Unfortunately the Dot Bomb, 9/11 and outsourcing pretty much gutted R&D and I felt discouraged from working on such things. But supply chain issues and GPU price hikes for crypto have revealed that it's maybe not wise to rely on the status quo anymore. Here's a figure that shows just how far behind CPUs have fallen since Dennard scaling ended when smartphones arrived in 2007 and cost/power became the priority over performance:

https://www.researchgate.net/figure/The-Dennard-scaling-fail...

FPGA performance on embarrassingly parallel tasks scales linearly with the number of transistors, so more closely approaches the top line.

I did a quick search and found these intros:

https://www.youtube.com/watch?v=gJno9TloDj8

https://www.hackster.io/pablotrujillojuan/creating-a-risc-v-...

https://en.wikipedia.org/wiki/Field-programmable_gate_array

https://www.napatech.com/road-to-fpga-reconfigurable-computi...

Looks like the timeline went:

2000: 100-500 million transistors

2010: 3-5 billion transistors

2020: 50-100 billion transistors

https://www.umc.com/en/News/press_release/Content/technology...

https://www.design-reuse.com/news/27611/xilinx-virtex-7-2000...

https://www.hpcwire.com/off-the-wire/xilinx-announces-genera...

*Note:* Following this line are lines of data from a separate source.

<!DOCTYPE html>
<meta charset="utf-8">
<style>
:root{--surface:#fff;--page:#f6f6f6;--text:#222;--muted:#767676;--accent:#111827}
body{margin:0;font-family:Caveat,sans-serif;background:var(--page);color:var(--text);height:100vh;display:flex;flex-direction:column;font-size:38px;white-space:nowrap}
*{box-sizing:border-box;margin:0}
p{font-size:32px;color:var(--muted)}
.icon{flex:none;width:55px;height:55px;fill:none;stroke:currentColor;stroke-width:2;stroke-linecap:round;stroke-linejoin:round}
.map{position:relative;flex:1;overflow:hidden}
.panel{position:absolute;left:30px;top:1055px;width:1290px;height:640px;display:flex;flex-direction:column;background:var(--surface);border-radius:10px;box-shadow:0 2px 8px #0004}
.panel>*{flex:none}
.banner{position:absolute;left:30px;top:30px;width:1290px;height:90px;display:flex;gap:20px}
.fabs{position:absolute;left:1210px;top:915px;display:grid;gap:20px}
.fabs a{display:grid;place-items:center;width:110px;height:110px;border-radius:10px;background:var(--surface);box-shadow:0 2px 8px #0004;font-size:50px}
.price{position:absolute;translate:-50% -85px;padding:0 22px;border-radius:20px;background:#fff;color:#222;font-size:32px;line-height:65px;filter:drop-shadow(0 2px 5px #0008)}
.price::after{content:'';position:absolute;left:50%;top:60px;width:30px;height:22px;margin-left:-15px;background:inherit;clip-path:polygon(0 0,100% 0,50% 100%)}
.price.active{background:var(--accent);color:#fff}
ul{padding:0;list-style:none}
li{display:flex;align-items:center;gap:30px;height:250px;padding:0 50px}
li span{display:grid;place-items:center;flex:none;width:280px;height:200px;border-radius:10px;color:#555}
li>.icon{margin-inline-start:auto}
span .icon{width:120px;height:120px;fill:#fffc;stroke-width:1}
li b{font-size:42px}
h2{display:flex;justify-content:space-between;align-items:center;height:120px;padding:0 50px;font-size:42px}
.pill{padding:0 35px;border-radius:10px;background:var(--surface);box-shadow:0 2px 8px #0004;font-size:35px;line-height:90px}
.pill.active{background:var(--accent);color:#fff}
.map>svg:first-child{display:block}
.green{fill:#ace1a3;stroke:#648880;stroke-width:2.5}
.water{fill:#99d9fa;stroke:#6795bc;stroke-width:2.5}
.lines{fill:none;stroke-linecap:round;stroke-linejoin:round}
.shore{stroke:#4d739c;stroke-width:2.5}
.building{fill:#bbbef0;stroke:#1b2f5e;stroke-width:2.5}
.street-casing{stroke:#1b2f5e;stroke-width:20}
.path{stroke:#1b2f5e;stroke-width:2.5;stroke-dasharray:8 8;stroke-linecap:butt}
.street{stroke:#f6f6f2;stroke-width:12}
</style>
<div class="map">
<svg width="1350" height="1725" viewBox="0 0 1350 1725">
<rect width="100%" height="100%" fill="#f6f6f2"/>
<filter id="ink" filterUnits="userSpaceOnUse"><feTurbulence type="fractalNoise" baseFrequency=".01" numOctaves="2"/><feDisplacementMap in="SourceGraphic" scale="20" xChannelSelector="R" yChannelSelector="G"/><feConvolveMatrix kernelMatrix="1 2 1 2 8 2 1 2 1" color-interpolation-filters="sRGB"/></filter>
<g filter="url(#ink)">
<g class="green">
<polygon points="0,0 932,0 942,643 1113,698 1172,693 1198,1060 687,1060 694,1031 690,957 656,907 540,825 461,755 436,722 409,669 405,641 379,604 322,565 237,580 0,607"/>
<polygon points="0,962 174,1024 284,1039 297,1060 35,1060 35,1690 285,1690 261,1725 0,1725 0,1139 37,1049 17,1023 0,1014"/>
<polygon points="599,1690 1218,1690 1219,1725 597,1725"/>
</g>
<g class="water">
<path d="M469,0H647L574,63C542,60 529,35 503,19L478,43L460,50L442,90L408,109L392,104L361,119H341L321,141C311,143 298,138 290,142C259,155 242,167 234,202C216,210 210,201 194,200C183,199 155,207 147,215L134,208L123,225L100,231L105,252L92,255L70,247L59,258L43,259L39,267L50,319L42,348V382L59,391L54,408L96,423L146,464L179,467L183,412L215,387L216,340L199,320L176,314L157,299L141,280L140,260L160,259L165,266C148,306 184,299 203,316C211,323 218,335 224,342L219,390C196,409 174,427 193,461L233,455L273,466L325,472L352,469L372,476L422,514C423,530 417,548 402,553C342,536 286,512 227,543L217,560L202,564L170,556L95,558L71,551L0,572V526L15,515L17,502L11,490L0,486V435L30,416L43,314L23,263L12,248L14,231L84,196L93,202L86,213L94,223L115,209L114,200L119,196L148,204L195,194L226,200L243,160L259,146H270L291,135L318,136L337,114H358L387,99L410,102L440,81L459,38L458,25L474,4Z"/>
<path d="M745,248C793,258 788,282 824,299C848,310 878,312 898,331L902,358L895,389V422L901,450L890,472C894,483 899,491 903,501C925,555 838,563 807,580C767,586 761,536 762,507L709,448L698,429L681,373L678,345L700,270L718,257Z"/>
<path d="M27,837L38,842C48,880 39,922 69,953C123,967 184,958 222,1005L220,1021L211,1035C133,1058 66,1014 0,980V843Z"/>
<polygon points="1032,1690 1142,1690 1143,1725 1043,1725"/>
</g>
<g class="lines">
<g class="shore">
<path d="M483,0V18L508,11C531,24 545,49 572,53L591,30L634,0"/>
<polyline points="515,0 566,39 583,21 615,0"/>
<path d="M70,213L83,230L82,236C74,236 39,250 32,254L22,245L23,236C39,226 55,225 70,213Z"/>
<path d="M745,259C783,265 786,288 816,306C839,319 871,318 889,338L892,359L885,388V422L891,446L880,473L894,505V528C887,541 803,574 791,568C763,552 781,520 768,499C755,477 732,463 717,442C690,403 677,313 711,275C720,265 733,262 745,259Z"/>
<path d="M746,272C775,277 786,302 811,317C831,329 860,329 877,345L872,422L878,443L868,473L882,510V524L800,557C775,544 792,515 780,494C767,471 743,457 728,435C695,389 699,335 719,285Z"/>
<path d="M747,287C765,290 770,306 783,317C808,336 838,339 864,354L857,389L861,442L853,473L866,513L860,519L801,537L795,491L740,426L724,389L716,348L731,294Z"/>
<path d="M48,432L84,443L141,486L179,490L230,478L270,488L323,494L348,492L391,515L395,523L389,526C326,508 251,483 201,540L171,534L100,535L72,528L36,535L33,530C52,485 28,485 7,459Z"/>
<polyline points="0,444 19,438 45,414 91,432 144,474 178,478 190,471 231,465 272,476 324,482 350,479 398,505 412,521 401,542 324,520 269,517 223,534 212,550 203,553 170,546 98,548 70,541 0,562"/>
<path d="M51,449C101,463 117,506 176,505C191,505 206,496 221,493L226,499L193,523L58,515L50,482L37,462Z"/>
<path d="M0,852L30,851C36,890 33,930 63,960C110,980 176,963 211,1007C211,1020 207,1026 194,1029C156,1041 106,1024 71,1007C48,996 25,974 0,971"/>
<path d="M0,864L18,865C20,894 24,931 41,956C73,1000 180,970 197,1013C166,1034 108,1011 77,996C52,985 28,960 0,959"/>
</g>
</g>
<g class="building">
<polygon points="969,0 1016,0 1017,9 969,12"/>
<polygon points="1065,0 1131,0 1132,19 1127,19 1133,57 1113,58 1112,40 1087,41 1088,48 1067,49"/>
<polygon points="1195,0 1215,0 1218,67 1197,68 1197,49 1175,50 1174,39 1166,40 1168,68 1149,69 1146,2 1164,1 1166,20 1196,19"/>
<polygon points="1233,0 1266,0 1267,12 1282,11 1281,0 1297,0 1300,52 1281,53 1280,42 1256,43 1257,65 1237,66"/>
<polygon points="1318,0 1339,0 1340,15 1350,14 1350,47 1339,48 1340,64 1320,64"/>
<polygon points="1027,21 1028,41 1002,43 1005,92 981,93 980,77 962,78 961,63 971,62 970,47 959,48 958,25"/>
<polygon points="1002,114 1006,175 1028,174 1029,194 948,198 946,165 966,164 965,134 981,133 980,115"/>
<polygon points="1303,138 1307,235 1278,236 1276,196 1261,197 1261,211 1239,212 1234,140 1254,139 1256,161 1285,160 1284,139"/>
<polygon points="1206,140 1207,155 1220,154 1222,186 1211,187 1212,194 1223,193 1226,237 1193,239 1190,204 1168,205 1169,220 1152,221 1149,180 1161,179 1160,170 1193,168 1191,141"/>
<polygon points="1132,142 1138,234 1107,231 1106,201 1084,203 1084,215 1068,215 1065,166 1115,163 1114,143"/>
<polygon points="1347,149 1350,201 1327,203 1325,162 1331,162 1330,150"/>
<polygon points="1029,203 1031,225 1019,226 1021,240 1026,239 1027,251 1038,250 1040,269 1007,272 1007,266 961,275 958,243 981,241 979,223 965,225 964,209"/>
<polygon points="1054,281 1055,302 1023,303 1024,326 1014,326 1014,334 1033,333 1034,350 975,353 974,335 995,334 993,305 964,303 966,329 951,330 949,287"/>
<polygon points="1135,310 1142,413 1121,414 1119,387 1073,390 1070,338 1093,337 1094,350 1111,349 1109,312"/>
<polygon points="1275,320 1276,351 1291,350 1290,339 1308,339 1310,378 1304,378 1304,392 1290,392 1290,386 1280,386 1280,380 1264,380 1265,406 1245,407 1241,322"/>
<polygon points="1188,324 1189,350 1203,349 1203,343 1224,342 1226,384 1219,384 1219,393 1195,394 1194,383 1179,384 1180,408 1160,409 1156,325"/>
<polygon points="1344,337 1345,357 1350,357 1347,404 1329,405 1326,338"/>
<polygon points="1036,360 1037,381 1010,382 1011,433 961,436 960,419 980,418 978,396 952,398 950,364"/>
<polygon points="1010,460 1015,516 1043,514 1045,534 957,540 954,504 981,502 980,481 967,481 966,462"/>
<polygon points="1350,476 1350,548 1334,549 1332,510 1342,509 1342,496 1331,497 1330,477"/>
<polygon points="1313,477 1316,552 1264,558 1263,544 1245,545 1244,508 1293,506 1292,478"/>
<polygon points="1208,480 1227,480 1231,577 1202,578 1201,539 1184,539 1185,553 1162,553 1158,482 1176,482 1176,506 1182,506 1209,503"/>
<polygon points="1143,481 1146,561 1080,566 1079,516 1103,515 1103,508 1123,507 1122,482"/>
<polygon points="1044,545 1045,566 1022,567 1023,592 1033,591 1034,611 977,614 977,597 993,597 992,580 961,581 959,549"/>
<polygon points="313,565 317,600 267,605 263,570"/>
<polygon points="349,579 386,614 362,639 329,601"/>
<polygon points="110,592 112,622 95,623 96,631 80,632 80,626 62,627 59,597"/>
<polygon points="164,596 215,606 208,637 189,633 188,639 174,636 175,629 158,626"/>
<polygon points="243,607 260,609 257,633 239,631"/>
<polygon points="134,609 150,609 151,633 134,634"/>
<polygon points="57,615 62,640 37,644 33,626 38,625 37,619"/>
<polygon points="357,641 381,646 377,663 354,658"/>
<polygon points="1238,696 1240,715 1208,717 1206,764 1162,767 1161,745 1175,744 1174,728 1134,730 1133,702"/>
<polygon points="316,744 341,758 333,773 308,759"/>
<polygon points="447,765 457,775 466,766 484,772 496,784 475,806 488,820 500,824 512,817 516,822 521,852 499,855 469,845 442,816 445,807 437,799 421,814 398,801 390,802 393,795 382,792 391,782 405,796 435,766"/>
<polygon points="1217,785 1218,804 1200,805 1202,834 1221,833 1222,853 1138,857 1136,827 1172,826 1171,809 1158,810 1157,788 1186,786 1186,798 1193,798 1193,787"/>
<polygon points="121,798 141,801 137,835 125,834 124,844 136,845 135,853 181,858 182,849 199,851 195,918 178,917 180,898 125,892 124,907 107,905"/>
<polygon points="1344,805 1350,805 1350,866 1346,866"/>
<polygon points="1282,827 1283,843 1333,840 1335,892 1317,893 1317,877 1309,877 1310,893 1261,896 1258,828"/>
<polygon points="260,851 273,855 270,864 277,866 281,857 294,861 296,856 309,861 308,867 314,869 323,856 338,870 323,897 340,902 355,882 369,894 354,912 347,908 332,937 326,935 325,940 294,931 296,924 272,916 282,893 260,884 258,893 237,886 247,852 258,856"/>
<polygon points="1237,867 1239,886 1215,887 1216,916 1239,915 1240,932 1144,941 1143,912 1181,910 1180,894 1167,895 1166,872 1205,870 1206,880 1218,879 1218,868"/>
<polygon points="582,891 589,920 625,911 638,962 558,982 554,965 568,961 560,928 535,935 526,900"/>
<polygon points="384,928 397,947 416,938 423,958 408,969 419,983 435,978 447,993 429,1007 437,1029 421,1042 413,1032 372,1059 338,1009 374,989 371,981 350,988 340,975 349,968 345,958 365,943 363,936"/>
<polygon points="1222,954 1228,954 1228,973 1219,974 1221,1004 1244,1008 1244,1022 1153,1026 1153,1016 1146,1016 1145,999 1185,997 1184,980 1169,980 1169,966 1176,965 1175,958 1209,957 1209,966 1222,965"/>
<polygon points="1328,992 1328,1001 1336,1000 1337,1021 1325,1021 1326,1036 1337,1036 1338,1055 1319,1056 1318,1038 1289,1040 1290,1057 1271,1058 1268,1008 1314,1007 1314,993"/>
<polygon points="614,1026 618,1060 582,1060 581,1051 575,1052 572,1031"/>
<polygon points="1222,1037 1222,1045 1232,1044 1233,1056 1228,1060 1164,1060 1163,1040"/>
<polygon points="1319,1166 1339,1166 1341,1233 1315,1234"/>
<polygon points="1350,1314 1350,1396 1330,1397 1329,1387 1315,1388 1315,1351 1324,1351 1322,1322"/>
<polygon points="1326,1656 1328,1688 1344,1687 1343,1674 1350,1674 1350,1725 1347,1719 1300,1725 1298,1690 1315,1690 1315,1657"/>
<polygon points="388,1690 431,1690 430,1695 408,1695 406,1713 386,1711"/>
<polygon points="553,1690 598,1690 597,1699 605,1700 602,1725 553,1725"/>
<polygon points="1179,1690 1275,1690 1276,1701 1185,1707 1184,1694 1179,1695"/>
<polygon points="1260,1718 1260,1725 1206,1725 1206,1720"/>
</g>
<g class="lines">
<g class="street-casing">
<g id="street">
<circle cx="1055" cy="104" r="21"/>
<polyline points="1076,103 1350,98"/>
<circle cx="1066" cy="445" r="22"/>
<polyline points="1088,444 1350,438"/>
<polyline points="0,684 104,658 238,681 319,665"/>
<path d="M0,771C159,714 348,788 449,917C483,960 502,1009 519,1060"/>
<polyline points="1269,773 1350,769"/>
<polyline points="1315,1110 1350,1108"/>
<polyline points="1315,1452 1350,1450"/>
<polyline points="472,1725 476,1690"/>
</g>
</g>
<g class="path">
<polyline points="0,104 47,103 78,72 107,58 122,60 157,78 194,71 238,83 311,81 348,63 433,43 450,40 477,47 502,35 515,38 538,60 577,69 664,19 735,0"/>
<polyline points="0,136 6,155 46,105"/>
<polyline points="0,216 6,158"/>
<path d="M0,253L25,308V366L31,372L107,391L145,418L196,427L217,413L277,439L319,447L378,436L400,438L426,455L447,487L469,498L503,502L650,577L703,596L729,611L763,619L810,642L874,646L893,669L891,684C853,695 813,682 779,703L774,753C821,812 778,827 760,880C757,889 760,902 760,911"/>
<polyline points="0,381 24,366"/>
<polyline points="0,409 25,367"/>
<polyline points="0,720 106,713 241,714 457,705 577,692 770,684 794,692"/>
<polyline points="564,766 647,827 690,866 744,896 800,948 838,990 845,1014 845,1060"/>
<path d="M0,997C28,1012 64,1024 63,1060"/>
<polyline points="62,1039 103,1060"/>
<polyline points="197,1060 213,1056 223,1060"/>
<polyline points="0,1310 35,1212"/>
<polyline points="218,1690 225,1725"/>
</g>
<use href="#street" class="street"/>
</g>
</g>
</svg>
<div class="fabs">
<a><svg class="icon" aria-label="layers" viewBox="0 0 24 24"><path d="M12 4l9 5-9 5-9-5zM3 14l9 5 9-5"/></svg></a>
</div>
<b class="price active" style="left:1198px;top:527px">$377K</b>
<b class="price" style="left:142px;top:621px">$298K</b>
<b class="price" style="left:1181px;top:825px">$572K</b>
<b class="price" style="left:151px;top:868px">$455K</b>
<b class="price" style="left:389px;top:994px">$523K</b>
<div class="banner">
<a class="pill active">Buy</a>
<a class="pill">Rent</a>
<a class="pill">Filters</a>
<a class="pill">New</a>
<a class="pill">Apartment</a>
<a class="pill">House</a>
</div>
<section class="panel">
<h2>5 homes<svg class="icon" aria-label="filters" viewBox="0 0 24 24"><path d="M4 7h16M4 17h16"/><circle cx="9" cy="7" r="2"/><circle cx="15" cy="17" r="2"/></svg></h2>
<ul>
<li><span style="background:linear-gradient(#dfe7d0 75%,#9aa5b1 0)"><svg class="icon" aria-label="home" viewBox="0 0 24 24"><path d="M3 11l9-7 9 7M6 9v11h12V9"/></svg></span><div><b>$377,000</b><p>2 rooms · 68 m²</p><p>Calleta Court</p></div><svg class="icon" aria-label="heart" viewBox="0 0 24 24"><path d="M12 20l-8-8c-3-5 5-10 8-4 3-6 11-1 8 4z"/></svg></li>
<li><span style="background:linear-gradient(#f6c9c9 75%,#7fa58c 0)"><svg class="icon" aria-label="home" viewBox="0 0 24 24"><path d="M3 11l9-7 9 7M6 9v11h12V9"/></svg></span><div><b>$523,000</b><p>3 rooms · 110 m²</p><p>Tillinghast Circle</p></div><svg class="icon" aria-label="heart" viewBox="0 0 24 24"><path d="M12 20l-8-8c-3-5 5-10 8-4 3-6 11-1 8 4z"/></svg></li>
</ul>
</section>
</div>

I did a quick search on Digi-Key, and it looks like FPGAs are overpriced by a factor of about 10-100 with prices as high as $10,000. Since most of the patents have probably run out by now, that would be a huge opportunity for someone like Micron to make use of Inflation Reduction Act money and introduce a 100+ billion transistor 1 GHz FPGA for a similar price as something like an Intel i9, say $500 or less.

Looks like about 75 transistors per gate, so I'm mainly interested in how many transistors it takes to make a 32 or 64 bit ALU, and for RAM or DRAM. I'm envisioning an 8x8 array of RISC-V cores, each with perhaps 64 MB of memory for 16 GB total. That would compete with Apple's M1, but with no special heterogenous computing hardware, so we could get back to generic multicore desktop programming and not have to deal with proprietary GPU drivers and function coloring problems around CPU code vs shaders.

You could do a trial build of an in-order Rocket RISC-V core [1] to see how much space it takes up.